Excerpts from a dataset
########
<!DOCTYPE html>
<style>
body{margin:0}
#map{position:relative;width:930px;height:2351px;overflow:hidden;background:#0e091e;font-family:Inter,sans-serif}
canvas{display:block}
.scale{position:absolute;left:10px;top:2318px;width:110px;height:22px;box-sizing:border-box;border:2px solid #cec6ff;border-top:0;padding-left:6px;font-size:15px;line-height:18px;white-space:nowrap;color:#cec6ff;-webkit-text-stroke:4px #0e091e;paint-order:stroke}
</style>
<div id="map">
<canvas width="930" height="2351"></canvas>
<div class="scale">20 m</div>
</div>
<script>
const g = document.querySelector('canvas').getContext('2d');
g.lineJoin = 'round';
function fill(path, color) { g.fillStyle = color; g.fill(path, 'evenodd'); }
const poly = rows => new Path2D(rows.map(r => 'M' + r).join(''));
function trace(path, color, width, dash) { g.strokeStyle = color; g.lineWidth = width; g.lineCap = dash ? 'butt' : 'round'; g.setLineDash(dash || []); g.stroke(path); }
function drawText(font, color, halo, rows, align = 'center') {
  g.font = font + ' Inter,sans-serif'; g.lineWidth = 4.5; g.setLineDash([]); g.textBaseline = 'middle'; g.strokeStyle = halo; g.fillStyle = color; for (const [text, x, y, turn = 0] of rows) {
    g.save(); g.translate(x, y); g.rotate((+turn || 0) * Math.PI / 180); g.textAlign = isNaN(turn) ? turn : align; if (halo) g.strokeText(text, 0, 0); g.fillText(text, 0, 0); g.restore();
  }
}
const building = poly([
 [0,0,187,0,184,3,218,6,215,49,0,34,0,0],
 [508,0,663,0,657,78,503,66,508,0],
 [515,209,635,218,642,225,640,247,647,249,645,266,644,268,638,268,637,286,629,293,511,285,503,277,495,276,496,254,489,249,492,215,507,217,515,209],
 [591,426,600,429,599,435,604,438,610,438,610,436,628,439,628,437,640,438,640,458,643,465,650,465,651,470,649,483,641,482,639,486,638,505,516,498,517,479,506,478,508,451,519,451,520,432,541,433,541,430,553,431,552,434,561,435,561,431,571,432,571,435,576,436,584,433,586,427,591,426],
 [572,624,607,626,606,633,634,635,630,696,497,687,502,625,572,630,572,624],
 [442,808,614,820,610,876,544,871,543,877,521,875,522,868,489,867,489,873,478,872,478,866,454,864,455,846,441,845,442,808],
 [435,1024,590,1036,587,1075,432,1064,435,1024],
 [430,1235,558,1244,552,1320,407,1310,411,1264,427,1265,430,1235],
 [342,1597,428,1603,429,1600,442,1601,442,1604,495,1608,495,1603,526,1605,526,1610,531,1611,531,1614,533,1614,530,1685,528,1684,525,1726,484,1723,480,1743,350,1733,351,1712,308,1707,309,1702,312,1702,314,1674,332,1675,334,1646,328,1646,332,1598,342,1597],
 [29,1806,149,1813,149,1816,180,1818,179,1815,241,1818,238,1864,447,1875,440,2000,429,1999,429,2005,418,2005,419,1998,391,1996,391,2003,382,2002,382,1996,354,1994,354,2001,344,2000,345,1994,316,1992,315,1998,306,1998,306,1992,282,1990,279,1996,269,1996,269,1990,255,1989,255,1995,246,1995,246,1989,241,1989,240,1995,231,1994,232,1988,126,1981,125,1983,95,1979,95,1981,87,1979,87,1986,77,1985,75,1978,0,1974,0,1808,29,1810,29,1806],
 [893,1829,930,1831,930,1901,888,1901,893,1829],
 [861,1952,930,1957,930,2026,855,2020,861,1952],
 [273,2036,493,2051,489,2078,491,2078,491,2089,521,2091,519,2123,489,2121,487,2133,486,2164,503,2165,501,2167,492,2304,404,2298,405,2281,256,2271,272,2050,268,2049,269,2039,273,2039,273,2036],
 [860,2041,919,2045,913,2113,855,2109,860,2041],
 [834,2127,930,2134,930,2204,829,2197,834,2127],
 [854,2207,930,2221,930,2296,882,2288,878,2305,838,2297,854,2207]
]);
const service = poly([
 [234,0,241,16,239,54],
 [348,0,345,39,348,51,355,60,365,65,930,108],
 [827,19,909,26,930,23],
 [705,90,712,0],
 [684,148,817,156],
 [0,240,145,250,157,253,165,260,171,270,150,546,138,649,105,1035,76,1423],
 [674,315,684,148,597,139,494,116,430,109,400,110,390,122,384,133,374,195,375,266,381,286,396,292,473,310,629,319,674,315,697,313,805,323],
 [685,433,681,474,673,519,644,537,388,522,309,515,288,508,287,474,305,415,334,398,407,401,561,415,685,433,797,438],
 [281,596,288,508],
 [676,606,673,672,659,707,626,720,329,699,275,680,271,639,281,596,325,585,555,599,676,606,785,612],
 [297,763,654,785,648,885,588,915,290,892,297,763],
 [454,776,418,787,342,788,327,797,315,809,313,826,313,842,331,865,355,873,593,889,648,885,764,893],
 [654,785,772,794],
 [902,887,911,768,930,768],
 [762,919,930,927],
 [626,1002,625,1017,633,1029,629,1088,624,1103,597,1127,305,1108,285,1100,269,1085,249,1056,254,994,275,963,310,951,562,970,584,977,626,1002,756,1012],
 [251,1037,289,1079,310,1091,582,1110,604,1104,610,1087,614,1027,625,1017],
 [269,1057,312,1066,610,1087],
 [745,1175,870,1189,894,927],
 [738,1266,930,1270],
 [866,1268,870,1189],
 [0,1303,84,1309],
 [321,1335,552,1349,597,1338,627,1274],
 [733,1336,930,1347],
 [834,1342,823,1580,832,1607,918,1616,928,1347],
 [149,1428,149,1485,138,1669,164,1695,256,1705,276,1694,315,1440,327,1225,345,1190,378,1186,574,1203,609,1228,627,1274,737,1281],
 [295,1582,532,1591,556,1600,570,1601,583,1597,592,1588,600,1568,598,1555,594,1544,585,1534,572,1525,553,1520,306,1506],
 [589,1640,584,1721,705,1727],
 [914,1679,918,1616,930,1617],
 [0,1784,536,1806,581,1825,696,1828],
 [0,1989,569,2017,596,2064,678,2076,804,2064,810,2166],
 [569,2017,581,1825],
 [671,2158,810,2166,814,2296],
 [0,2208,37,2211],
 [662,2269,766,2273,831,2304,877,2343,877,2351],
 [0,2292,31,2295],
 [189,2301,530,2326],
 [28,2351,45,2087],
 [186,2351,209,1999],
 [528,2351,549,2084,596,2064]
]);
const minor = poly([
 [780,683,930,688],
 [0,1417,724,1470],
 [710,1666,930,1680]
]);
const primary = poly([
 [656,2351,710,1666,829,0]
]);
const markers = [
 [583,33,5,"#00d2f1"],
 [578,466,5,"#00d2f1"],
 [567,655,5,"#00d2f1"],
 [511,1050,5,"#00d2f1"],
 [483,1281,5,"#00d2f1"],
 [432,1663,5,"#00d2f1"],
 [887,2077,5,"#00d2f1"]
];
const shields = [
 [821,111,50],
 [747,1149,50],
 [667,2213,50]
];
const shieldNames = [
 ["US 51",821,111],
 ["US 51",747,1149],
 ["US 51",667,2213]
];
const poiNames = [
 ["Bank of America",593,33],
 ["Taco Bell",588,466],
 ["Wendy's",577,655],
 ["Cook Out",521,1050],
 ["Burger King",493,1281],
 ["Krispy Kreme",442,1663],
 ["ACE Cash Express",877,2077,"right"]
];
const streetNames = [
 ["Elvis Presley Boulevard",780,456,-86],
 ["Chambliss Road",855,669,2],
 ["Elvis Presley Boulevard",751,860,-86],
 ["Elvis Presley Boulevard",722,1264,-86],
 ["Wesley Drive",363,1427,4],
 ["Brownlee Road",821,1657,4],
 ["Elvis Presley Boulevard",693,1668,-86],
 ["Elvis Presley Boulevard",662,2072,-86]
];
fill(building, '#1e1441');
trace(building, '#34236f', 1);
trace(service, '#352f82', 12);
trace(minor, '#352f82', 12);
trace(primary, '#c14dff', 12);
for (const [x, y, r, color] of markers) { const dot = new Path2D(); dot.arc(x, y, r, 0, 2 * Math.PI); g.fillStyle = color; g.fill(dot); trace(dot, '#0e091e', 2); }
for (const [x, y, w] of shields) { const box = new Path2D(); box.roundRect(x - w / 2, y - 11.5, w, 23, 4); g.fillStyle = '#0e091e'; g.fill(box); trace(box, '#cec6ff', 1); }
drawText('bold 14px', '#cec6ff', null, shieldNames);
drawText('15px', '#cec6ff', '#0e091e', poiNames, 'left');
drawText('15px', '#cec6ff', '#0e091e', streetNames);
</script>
########
Return every line from the entries above that includes the word "function".

function fill(path, color) { g.fillStyle = color; g.fill(path, 'evenodd'); }
function trace(path, color, width, dash) { g.strokeStyle = color; g.lineWidth = width; g.lineCap = dash ? 'butt' : 'round'; g.setLineDash(dash || []); g.stroke(path); }
function drawText(font, color, halo, rows, align = 'center') {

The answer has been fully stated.